── The input ──

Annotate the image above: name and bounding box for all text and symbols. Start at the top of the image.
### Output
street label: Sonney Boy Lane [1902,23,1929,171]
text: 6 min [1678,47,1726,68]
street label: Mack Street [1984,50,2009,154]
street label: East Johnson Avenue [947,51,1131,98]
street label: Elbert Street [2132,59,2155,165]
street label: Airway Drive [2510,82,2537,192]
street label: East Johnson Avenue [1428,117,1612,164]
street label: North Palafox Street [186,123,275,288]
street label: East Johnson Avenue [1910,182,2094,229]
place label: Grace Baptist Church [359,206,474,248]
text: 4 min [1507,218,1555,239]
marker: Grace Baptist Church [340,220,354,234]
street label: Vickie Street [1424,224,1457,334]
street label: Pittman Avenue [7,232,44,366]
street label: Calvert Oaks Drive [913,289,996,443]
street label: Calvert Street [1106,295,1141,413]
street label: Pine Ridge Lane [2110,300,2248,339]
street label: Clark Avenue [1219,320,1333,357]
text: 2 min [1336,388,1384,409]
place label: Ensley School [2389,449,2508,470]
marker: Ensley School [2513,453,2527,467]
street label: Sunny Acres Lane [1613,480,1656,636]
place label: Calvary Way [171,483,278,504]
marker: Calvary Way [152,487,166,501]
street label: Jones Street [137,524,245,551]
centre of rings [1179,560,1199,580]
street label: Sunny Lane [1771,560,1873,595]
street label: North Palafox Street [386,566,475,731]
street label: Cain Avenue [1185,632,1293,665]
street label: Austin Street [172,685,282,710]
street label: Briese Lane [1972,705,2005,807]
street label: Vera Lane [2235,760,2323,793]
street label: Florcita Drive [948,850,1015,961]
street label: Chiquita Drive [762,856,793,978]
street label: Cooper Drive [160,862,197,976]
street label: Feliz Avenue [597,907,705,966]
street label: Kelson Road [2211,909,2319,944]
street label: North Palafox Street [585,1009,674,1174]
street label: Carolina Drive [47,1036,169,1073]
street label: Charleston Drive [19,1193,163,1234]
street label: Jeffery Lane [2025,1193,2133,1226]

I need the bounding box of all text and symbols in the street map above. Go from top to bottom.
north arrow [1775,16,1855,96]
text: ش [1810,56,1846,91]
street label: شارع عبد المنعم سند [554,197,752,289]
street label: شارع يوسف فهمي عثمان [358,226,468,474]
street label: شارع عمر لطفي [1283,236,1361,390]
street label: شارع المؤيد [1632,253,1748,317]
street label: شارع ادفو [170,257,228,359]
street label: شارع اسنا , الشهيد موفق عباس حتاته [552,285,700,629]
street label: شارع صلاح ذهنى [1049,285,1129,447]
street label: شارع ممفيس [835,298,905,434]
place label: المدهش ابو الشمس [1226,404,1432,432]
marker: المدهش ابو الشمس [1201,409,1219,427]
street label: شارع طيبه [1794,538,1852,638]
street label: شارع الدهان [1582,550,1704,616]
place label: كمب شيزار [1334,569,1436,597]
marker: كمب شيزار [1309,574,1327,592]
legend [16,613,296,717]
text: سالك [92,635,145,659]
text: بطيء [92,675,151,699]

───

**Try it**
An exact copy of every entry is what is needed here.

**Answer for this exercise**
Annotate the image above: name and bounding box for all text and symbols. Start at the top of the image.
### Output
street label: Sonney Boy Lane [1902,23,1929,171]
text: 6 min [1678,47,1726,68]
street label: Mack Street [1984,50,2009,154]
street label: East Johnson Avenue [947,51,1131,98]
street label: Elbert Street [2132,59,2155,165]
street label: Airway Drive [2510,82,2537,192]
street label: East Johnson Avenue [1428,117,1612,164]
street label: North Palafox Street [186,123,275,288]
street label: East Johnson Avenue [1910,182,2094,229]
place label: Grace Baptist Church [359,206,474,248]
text: 4 min [1507,218,1555,239]
marker: Grace Baptist Church [340,220,354,234]
street label: Vickie Street [1424,224,1457,334]
street label: Pittman Avenue [7,232,44,366]
street label: Calvert Oaks Drive [913,289,996,443]
street label: Calvert Street [1106,295,1141,413]
street label: Pine Ridge Lane [2110,300,2248,339]
street label: Clark Avenue [1219,320,1333,357]
text: 2 min [1336,388,1384,409]
place label: Ensley School [2389,449,2508,470]
marker: Ensley School [2513,453,2527,467]
street label: Sunny Acres Lane [1613,480,1656,636]
place label: Calvary Way [171,483,278,504]
marker: Calvary Way [152,487,166,501]
street label: Jones Street [137,524,245,551]
centre of rings [1179,560,1199,580]
street label: Sunny Lane [1771,560,1873,595]
street label: North Palafox Street [386,566,475,731]
street label: Cain Avenue [1185,632,1293,665]
street label: Austin Street [172,685,282,710]
street label: Briese Lane [1972,705,2005,807]
street label: Vera Lane [2235,760,2323,793]
street label: Florcita Drive [948,850,1015,961]
street label: Chiquita Drive [762,856,793,978]
street label: Cooper Drive [160,862,197,976]
street label: Feliz Avenue [597,907,705,966]
street label: Kelson Road [2211,909,2319,944]
street label: North Palafox Street [585,1009,674,1174]
street label: Carolina Drive [47,1036,169,1073]
street label: Charleston Drive [19,1193,163,1234]
street label: Jeffery Lane [2025,1193,2133,1226]

I need the bounding box of all text and symbols in the street map above. Go from top to bottom.
north arrow [1775,16,1855,96]
text: ش [1810,56,1846,91]
street label: شارع عبد المنعم سند [554,197,752,289]
street label: شارع يوسف فهمي عثمان [358,226,468,474]
street label: شارع عمر لطفي [1283,236,1361,390]
street label: شارع المؤيد [1632,253,1748,317]
street label: شارع ادفو [170,257,228,359]
street label: شارع اسنا , الشهيد موفق عباس حتاته [552,285,700,629]
street label: شارع صلاح ذهنى [1049,285,1129,447]
street label: شارع ممفيس [835,298,905,434]
place label: المدهش ابو الشمس [1226,404,1432,432]
marker: المدهش ابو الشمس [1201,409,1219,427]
street label: شارع طيبه [1794,538,1852,638]
street label: شارع الدهان [1582,550,1704,616]
place label: كمب شيزار [1334,569,1436,597]
marker: كمب شيزار [1309,574,1327,592]
legend [16,613,296,717]
text: سالك [92,635,145,659]
text: بطيء [92,675,151,699]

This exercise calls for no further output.